Addressing renewable energy is not sufficient for a gender-transformative just transition

We need a more ambitious and expansive plan, revaluing women’s work and placing care at the centre, Gloria Mills PSI World Women’s Committee Vice-Chair told the UNCSW66 Global Unions parallel event “Climate Action and a Caring Gender-transformative Just Transition Now

“Focusing on transitioning workers from fossil fuel jobs, a largely male dominated sector, is not sufficient for a just transition” said Mills. "We need to take a close look at how the labour market is structured as well as the changing climate we are working in. 

The only thing to do [..], is to put more value on care and more value on a transformative and equitable just transition.

 We need governments to continue to focus on how we achieve a human sensitive approach in terms of care and in terms of investments in care, in public health care and in social care.  The only thing to do as we merge from Covid and the pandemic, is to put more value on care and more value on a transformative and equitable just transition. Governments must take a long-term view to figure out a more ambitious and expansive plan of action with a broader application in terms of revaluing women’s work, putting care centre stage and producing the social transformation of care that should have a real impact for women in equal access to opportunities and to decision making.

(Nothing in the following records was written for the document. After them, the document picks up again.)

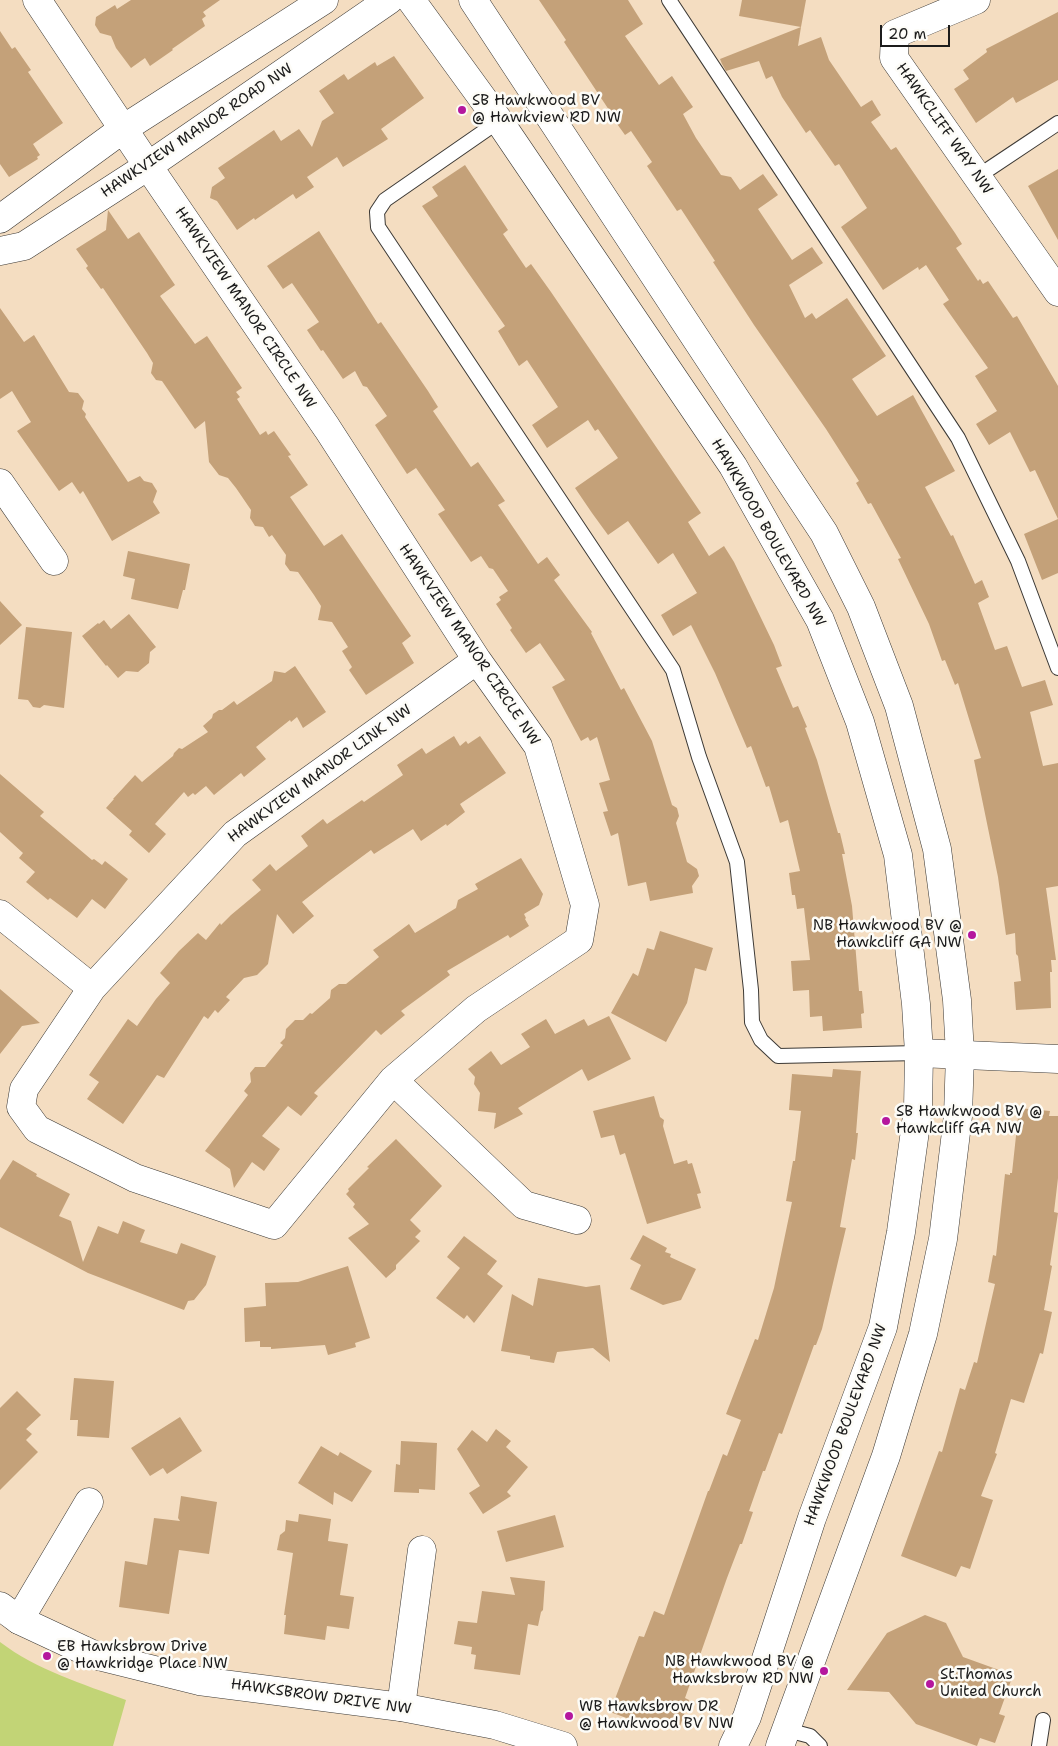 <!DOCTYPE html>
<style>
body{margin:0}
#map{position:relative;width:1058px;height:1746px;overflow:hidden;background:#f4ddc1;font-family:"Shantell Sans",sans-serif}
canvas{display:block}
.scale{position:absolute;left:880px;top:25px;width:70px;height:22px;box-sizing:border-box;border:2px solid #1c1c1c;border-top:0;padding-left:6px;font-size:15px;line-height:18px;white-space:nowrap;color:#1c1c1c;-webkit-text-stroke:4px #fdfcf7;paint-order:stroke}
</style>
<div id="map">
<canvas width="1058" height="1746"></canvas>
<div class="scale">20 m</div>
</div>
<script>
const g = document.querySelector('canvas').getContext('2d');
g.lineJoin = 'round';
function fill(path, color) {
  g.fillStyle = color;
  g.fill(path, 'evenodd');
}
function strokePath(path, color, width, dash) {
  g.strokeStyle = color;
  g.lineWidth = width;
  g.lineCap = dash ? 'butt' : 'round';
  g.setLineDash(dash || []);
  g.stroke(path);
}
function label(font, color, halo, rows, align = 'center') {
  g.font = font + ' "Shantell Sans",sans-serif';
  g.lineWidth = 5;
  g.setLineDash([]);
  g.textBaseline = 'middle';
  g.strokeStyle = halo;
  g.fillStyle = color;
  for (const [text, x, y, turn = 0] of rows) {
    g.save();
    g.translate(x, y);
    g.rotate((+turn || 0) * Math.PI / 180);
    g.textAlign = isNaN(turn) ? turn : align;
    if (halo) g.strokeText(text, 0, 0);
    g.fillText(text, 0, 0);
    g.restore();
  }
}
const green = new Path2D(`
 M0 1642C37 1670 83 1684 126 1700L113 1746H0Z`);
const building = new Path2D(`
 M131 0H220L203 12 206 16 202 19 205 26 172 49 173 50 150 66 145 58 131 68 116 48 111 36 100 33 95 25 96 17 115 5 117 9Z
 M539 0H628L643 24 625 36 659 85 672 76 693 107 683 114 696 138 721 175 731 177 740 190 763 174 778 195 758 209 792 260 812 247 823 263 789 285 805 318 812 313 816 319 847 298 886 356 852 379 877 416 913 395 955 471 925 487 951 536 953 535 975 584 982 580 989 597 978 603 995 650 1007 646 1022 687 1045 680 1053 705 1030 712 1043 766 1058 763V886L1046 888 1056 960H1051L1052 972H1050L1051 1008 1016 1010 1014 982 1021 981 1018 956 1016 954 1015 933 1006 935 998 877 974 760 981 758 958 683 955 685 945 660 942 661 929 624 898 559 901 558 871 503 868 504 856 483 859 481 826 429 754 325 713 262 715 261 681 209 677 211 647 166 652 162 631 131 625 135 610 114 611 113 564 42 566 40Z
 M742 0H806L801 27 739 16Z
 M1058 12V80L1016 103 1013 97 976 123 954 89 969 79 963 70 987 52 986 49Z
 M801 27 798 46 821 37 829 60 861 107 872 100 881 115 871 122 891 150 896 147 955 233 962 244 956 248 978 281 980 279 983 284 988 281 1013 318 1017 316 1058 386V519L1035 470 1030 472 1010 432 989 445 976 424 997 411 975 376 988 368 943 304 949 300 926 265 919 270 918 267 883 290 841 227 867 208 839 164 835 166 810 130 806 133 782 97 772 76 766 79 759 61 726 71 722 64 720 59Z
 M0 31 12 49 15 47 31 70 28 72 63 123 33 144 40 155 37 157 38 159 9 177 0 164Z
 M394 56 424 98 381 129 388 139 343 167 337 157 307 177 314 187 296 199 293 194 255 220 254 218 237 230 217 201 210 198 212 187 225 178 218 168 274 130 281 141 299 129 312 147 322 121 334 113 319 91 344 74 348 80 375 62 377 66Z
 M465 165 508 230 503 234 526 268 531 264 551 292 701 513 688 522 709 556 724 546 734 562 774 645 782 666 776 668 793 708 798 706 807 727 805 728 817 760 838 833H840L845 854H842L852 906 859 991H862L864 1013 861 1014 862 1028 823 1031 822 1016 810 1017 809 990 793 991 791 961 810 960 804 908 797 909 795 895H792L789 873 800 871 788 820 780 823 769 786 766 787 751 746 747 748 715 673 691 625 673 636 661 615 697 593 673 553 658 564 628 521 608 535 592 513 575 488 618 458 598 429 595 431 588 420 547 448 532 425 558 407 527 360 519 366 498 331 505 326 422 206 438 196 432 187Z
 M1058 169V240L1028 186Z
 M108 210 128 239 139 232 175 285 160 296 195 344 207 336 242 388 236 392 240 397 237 399 260 435 266 431 268 435 274 431 291 455 288 456 308 485 290 497 324 546 342 534 411 636 402 643 414 663 366 695 349 670 352 667 342 651 348 647 332 622 318 620 321 606 314 595 298 572 290 571 285 564 286 555 272 535 269 537 263 527 255 526 250 518 251 510 236 488 228 478 219 475 209 462 205 421 195 429 162 381 156 380 151 373 153 363 147 353 103 288 101 289 86 268 88 266 76 249 106 230Z
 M319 231 378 324 381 322 428 391 438 407 433 411 471 467 478 462 505 501 498 505 538 564 547 557 560 575 554 580 592 632 591 633 621 690 624 688 652 741 672 805 677 808 679 816 676 823 687 862 697 869 699 876 692 886 693 893 650 901 646 882 628 886 618 833 611 836 603 812 608 811 599 783 610 780 597 737 590 741 588 737 581 741 552 687 565 680 540 643 526 653 510 630 512 628 496 604 501 600 499 597 508 591 493 569 489 568 481 556 471 562 438 514 445 510 416 468 407 474 375 425 387 416 367 387 363 386 355 371 343 379 323 350 321 351 307 330 319 322 292 283 283 289 267 266Z
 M0 308 24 342 34 335 69 392 78 393 84 401 82 409 86 414 85 417 128 482 140 476 144 481 152 483 157 491 153 502 160 513 112 541 83 491 80 494 72 482 59 491 17 431 31 422 12 391 0 399Z
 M1058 519V573L1042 580 1024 534Z
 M128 551 190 564 185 590H183L178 609 131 599 135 579 123 576Z
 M0 601 22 625 0 645Z
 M129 614 156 647 150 652 149 663 138 672 126 671 118 678 107 665 106 666 82 636 98 623 99 624 104 620 111 629Z
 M26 627 72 632 64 708 44 705 40 708 33 707 28 700 18 699Z
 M295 666 326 712 303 728 297 717 291 722 290 720 256 747 266 759 244 777 241 773 214 795 206 786 195 795 193 793 188 797 184 792 155 824 166 834 149 853 129 835 132 831 106 808 114 799H113L135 775 142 782 173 756 174 753 179 748 182 749 208 732 203 726 212 718 213 714 219 710H222L234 701 237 705 272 681 274 671 285 673Z
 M454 736 460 746 466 741 468 744 480 736 506 773 460 804 465 812 447 826 446 824 421 841 413 829 374 854 371 850 329 881 302 902 314 916 293 934 277 914 268 964 257 975 244 978 226 997 230 1000 218 1013 215 1010 208 1019 204 1016 164 1078 157 1075 123 1124 87 1099 99 1082 89 1075 128 1019 137 1026 156 999 170 983 160 973 179 951 198 933 206 940 220 923 221 925 231 915 261 890 252 880 270 864 276 871 308 846 301 836 323 819 327 824 362 800 364 802 403 775 397 765 422 748 426 754Z
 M0 774 44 812 40 816 92 860 94 859 102 865 105 861 128 879 105 909 92 899 77 918 50 898 48 900 26 882 35 872 19 858 23 853 0 832Z
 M521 858 543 894 539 905 524 914 526 918 525 919 529 926 510 938 508 935 447 971 450 975 401 1011 405 1015 381 1035 376 1030 314 1093 318 1096 301 1116 288 1106 262 1136 280 1149 264 1171 252 1162 234 1188 230 1169 205 1151 248 1095 244 1091 251 1082 250 1073 255 1067H265L283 1045 280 1043 285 1038 286 1029 295 1020H303L310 1013 312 1014 330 998 331 990 339 984H346L379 957 373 950 390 938 409 924 415 933 456 908 458 900 478 889 475 884Z
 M660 931 713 948 706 971 695 968 687 1003 666 1042 611 1013 633 973 638 976 647 948 654 950Z
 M0 989 40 1023 22 1026 0 1054Z
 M609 1016 631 1059 588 1081 582 1069 518 1108 523 1114 494 1129 496 1113 478 1111 480 1093 474 1084 475 1077 468 1069 491 1051 501 1065 530 1047 521 1034 546 1019 555 1034 584 1019 588 1026Z
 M833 1069 861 1071 856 1133H858L855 1160 852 1159 840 1227 846 1228 822 1329 816 1345H814L782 1434 779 1433 765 1471H763L749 1511 753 1512 742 1544H740L727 1578 685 1698 689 1700 679 1729 657 1721 654 1728 610 1712 639 1636 644 1637 654 1611 664 1615 708 1491H709L723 1454 727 1456 741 1420 726 1414 755 1339 758 1340 774 1288 792 1202 786 1201 793 1161H795L801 1111 789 1110 792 1074 832 1077Z
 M654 1096 660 1117 664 1120 663 1126 674 1164 687 1160 688 1164 692 1163 701 1193 697 1194 701 1208 647 1224 625 1153 620 1155 614 1135 601 1138 593 1111Z
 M1019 1108 1050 1111 1049 1116H1058V1178L1054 1212 1058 1213 1050 1265 1052 1266 1044 1310 1052 1312 1043 1354 1040 1353 1024 1403 1011 1399 995 1453 997 1454 981 1496 993 1500 970 1569 961 1566 956 1577 901 1556 939 1451 942 1452 960 1388 965 1390 974 1362 977 1363 995 1284 988 1282 993 1255 996 1256 1005 1174 1010 1175V1173H1012Z
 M396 1139 442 1186 410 1220 421 1231 415 1237 420 1241 396 1265V1269L386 1278 348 1238 369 1224 353 1207 355 1204 346 1194 349 1191 348 1189 369 1168 367 1167Z
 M13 1160 37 1174 36 1176 70 1194 59 1216 71 1221 83 1262 98 1226 118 1234 123 1221 145 1230 140 1242 177 1254 181 1243 216 1256 206 1285 194 1300 188 1301 184 1310 88 1273 0 1227V1180Z
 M643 1235 667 1248 665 1252 671 1254 670 1257 696 1269 681 1300 663 1305 630 1289 641 1265 630 1259Z
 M464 1236 497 1261 487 1274 503 1286 474 1323 467 1315 464 1319 436 1298 460 1268 447 1257Z
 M348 1266 370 1338 355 1343 356 1347 328 1355 325 1345 271 1349V1347H260V1341L245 1342 244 1308 266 1306 265 1283 298 1282Z
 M538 1278 586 1287 600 1285 610 1362 593 1348 557 1352 554 1363 530 1359V1356L501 1351 512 1294 533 1306Z
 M74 1378 114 1381 109 1438 77 1436 78 1420H70Z
 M17 1391 41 1415 26 1429 32 1434 26 1440 38 1452 0 1490V1408Z
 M180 1417 202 1451 167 1474 163 1468 150 1476 131 1448Z
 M496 1429 511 1441 506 1447 528 1467 507 1492 511 1496 483 1514 469 1493 480 1486 457 1449 472 1430 487 1442Z
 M401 1441 437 1443 435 1490 419 1489V1493L394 1492 396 1464 400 1465Z
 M321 1446 338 1456 340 1452 372 1471 352 1502 334 1492 333 1505 298 1483Z
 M181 1496 217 1502 209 1554 179 1550 169 1614 119 1607 125 1561 147 1565 154 1518 180 1521 178 1518Z
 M299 1514 331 1519 328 1541 348 1544 340 1595 354 1597 349 1629 327 1626 325 1640 284 1634 286 1615H284L293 1553 277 1550 280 1535 285 1531 286 1520 298 1522Z
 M555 1515 564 1547 506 1562 497 1531Z
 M510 1577 545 1581 543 1610 541 1612 538 1626 528 1624 520 1675 474 1669 476 1655 471 1654 472 1647 454 1644 458 1621 477 1623 482 1591 515 1595Z
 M925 1615 946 1623 963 1657 1013 1675 999 1714 1005 1716 995 1743 980 1738 977 1746 916 1724 889 1692 847 1690 887 1633Z`);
const lane = new Path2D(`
 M669 0 958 438 1018 561 1058 668
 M499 121 385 200 377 212 378 227 673 670 699 757 737 862 751 990 752 1022 761 1040 778 1056 919 1053
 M977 177 1058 123
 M787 1730 810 1736 820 1746
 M1039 1746 1043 1720`);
const street = new Path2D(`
 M976 0 895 34 894 58 1058 292
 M0 219 123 129 324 0
 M0 251 24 246 148 166 389 0
 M0 483 54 561
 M0 914 92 988 24 1089 21 1107 37 1129 135 1178 274 1225 393 1080 476 1009 579 940 585 905 538 746 477 660 327 428 148 166 37 0
 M92 988 235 834 477 660
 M919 1053 1058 1059
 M393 1080 524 1205 577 1220
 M19 1620 89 1502
 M401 1707 422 1550`);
const secondary = new Path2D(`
 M411 0 499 121 733 466 820 620 860 722 898 855 916 1004 919 1053 918 1109 901 1232 883 1327 812 1518 747 1717 733 1746
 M473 0 824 533 861 607 899 706 937 849 957 1000 960 1054 958 1116 943 1239 923 1334 886 1456 780 1746
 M0 1606 19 1620 94 1655 199 1681 401 1707 495 1725 563 1746`);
const markers = [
 [462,110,5,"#b5179e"],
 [972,935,5,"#b5179e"],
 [886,1121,5,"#b5179e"],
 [47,1656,5,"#b5179e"],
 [824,1671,5,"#b5179e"],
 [930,1684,5,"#b5179e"],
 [569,1716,5,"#b5179e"]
];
const poiNames = [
 ["SB Hawkwood BV",472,101],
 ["@ Hawkview RD NW",472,118],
 ["NB Hawkwood BV @",962,926,"right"],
 ["Hawkcliff GA NW",962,943,"right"],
 ["SB Hawkwood BV @",896,1112],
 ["Hawkcliff GA NW",896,1129],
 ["EB Hawksbrow Drive",57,1647],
 ["@ Hawkridge Place NW",57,1664],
 ["NB Hawkwood BV @",814,1662,"right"],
 ["Hawksbrow RD NW",814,1679,"right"],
 ["St.Thomas",940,1675],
 ["United Church",940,1692],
 ["WB Hawksbrow DR",579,1707],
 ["@ Hawkwood BV NW",579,1724]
];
const streetNames = [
 ["HAWKCLIFF WAY NW",944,129,55],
 ["HAWKVIEW MANOR ROAD NW",197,131,-34],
 ["HAWKVIEW MANOR CIRCLE NW",245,308,56],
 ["HAWKWOOD BOULEVARD NW",768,533,60],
 ["HAWKVIEW MANOR CIRCLE NW",469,645,56],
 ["HAWKVIEW MANOR LINK NW",320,774,-36],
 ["HAWKWOOD BOULEVARD NW",846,1425,-70],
 ["HAWKSBROW DRIVE NW",321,1697,8]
];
fill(green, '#c2d476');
fill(building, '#c4a179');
strokePath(lane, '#3c3935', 16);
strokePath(street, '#3c3935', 29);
strokePath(secondary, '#3c3935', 29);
strokePath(lane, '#fff', 14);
strokePath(street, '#fff', 28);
strokePath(secondary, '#fff', 28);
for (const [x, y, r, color] of markers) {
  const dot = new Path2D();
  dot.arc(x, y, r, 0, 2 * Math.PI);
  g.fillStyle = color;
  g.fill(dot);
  strokePath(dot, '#fdfcf7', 2);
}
label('15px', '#1c1c1c', '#fdfcf7', poiNames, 'left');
label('15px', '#1c1c1c', '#fdfcf7', streetNames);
</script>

Governments need to have the resources to make those transformational changes and put in place those solutions, so we are demanding the realization of the commitments that were made at the Generation Equality Forums in 2021, where members States committed to investing in care to achieve SDG targets by 2026 in terms of the creation of millions of decent well paid care jobs.

This must happen now. We want to see the money coming forward, we must  see investments in human care, human welfare, human wellbeing, and public social care systems.  We cannot wait and we are not expecting this to be done on the cheap. It cannot be done by exploiting the more vulnerable and marginalised groups in our society, in particular women.

We want to see new priorities that will build our public and social care systems and accelerate action to ensure that we have resilient, sustainable and robust healthcare and public care systems. 

To achieve this we need decent jobs for women. We do NOT need precarious jobs. We need decent, sustainable, well-paid jobs with pensions based on equal pay for work of equal value.

We must call on the UN Secretary General to stand by his commitment and push governments to create the 400 million new green and care jobs needed by 2030.

Finally there is a need to extend social protection floors, but we also need to have the funds to be able to achieve, this can only be done  by protecting ILO international labour standards, the guarantee of the universal adequate compliancy to social protection systems that we are fighting for."